BEN SIFUENTES-JÁUREGUI is associate professor of American studies and the author of Transvestism, Masculinity, and Latin American Literature (Palgrave, 2002). His research interests include Latino/a literature and culture, twentieth-century Latin American literature and cultural studies, gender theory and sexuality studies, and psychoanalysis. He teaches a variety of undergraduate courses on Latin American and US Latino/a literature, film, performance theory, and cultural practices. His graduate seminars include topics such as melodrama as hegemonic discourse in Latin American cultures; deconstruction and master narratives; interrogating critical concepts in gender and queer theory as they relate to a broad American context; representations of race, sexuality and gender in the cultural production of the nation; and US Latino/a identities and postcolonial theory. Presently he is working on two research projects: in The Avowal of Difference: Queer Latino American Narratives, he examines strategies of queer self-figuration in Latin American and Latino texts; in the other project, he investigates the relationship between melodrama and masochism in a series of Latin American novels, films, and essays.

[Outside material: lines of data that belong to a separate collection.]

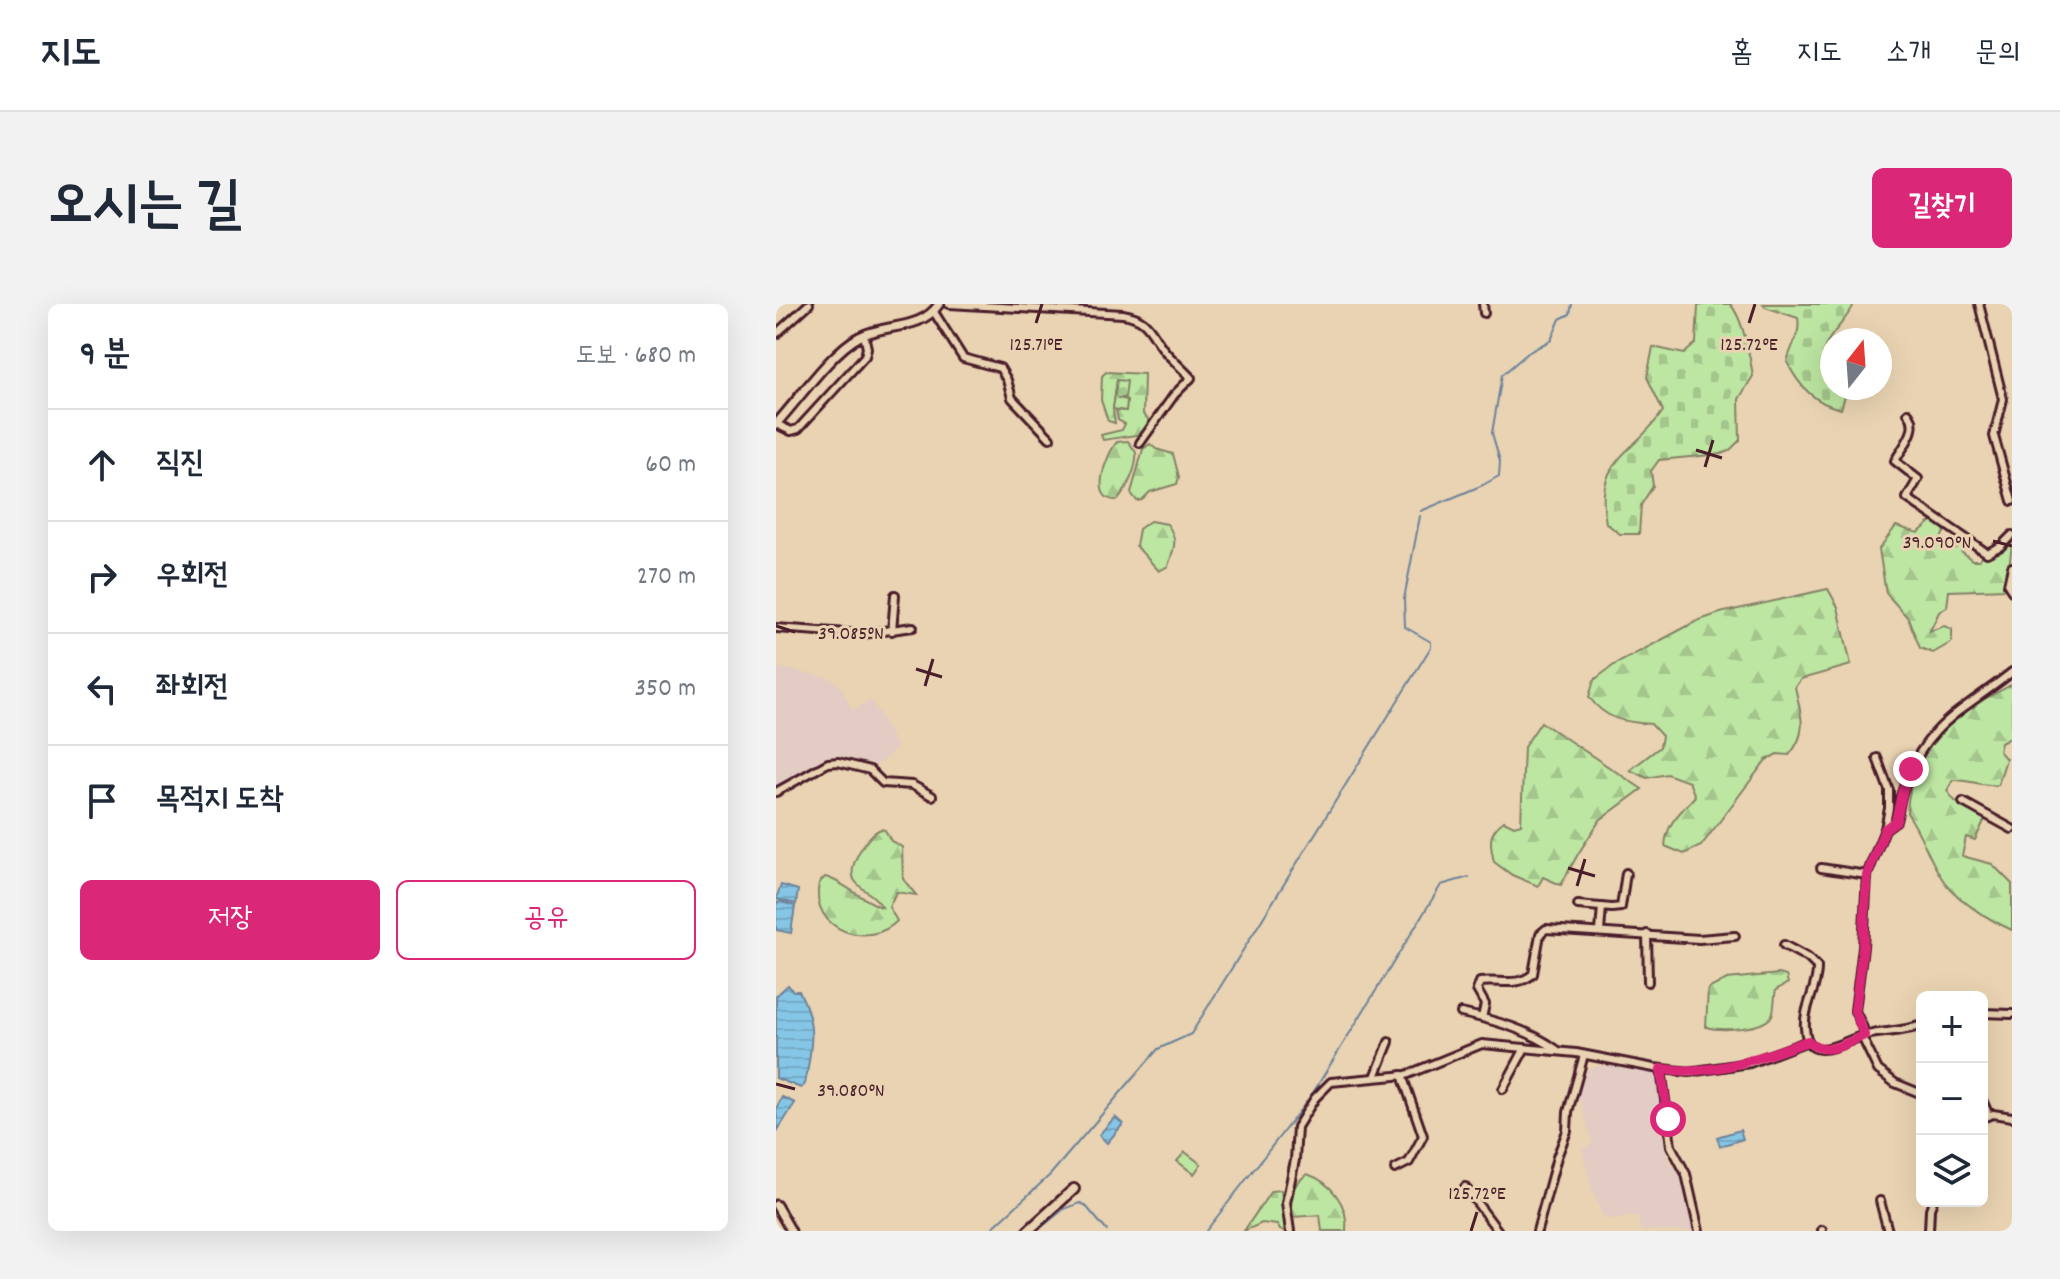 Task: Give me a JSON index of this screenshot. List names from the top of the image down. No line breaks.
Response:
{"north":"top","page":{"header":"지도","nav":["홈","지도","소개","문의"],"title":"오시는 길","buttons":["길찾기",["저장","공유"]],"heading":["9 분","도보 · 680 m"],"list":[["직진","60 m"],["우회전","270 m"],["좌회전","350 m"],"목적지 도착"],"map_buttons":["+","−"]},"coordinates":["125.71°E","125.72°E","39.090°N","39.085°N","39.080°N"]} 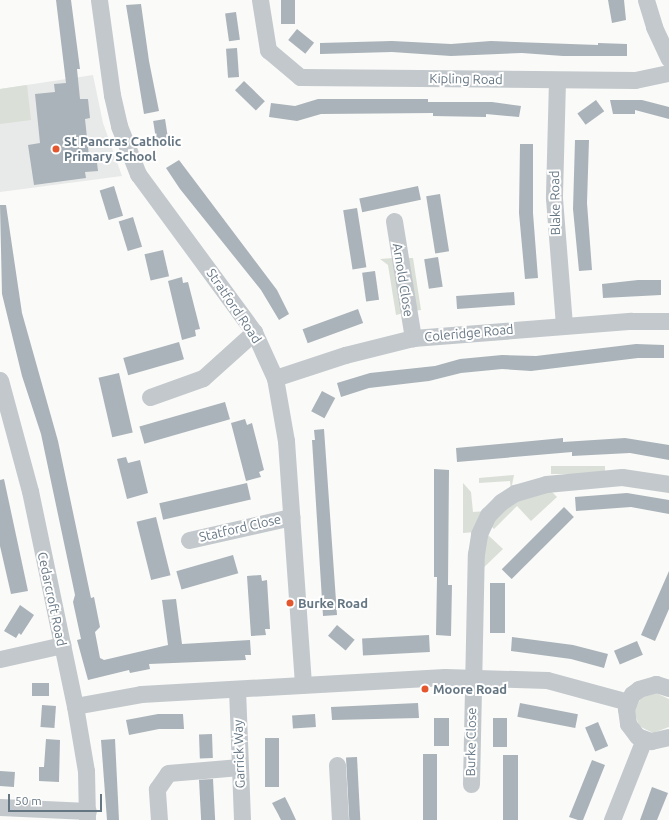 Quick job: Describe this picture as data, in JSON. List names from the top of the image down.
{
  "streets": {
    "street": [
      "Kipling Road",
      "Blake Road",
      "Arnold Close",
      "Stratford Road",
      "Coleridge Road",
      "Statford Close",
      "Cedarcroft Road",
      "Burke Close",
      "Garrick Way"
    ]
  },
  "crossings": [
    ["Kipling Road", "Blake Road"],
    ["Blake Road", "Coleridge Road"],
    ["Arnold Close", "Coleridge Road"],
    ["Stratford Road", "Coleridge Road"],
    ["Stratford Road", "Statford Close"]
  ],
  "places": ["St Pancras Catholic Primary School", "Burke Road", "Moore Road"],
  "scale_bar": "50 m"
}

KAREN R. STUBAUS is serving Rutgers University as vice president for academic affairs and administration. A 1972 Phi Beta Kappa graduate of Douglass College, Dr. Stubaus received her PhD in seventeenth-century American history from Rutgers in 1984. Her professional experience encompasses positions in the Bureau of Research of the New Jersey Division of Youth and Family Services, the Chancellor’s Office of the New Jersey Department of Higher Education, and the Office of the Dean of the College of Allied Health Sciences at Thomas Jefferson University in Philadelphia, before being recruited back to Rutgers in 1982. For the past thirty years her base of operations at Rutgers has been faculty and academic labor relations, in the context of which she negotiates and administers the labor agreements for Rutgers faculty, teaching assistants and graduate assistants, postdocs, and contingent faculty, as well as representing the university in any related litigation. She also practices crisis avoidance for the university on a daily basis. Dr. Stubaus also teaches whenever she is able in the Department of Women’s and Gender Studies and the Department of American Studies.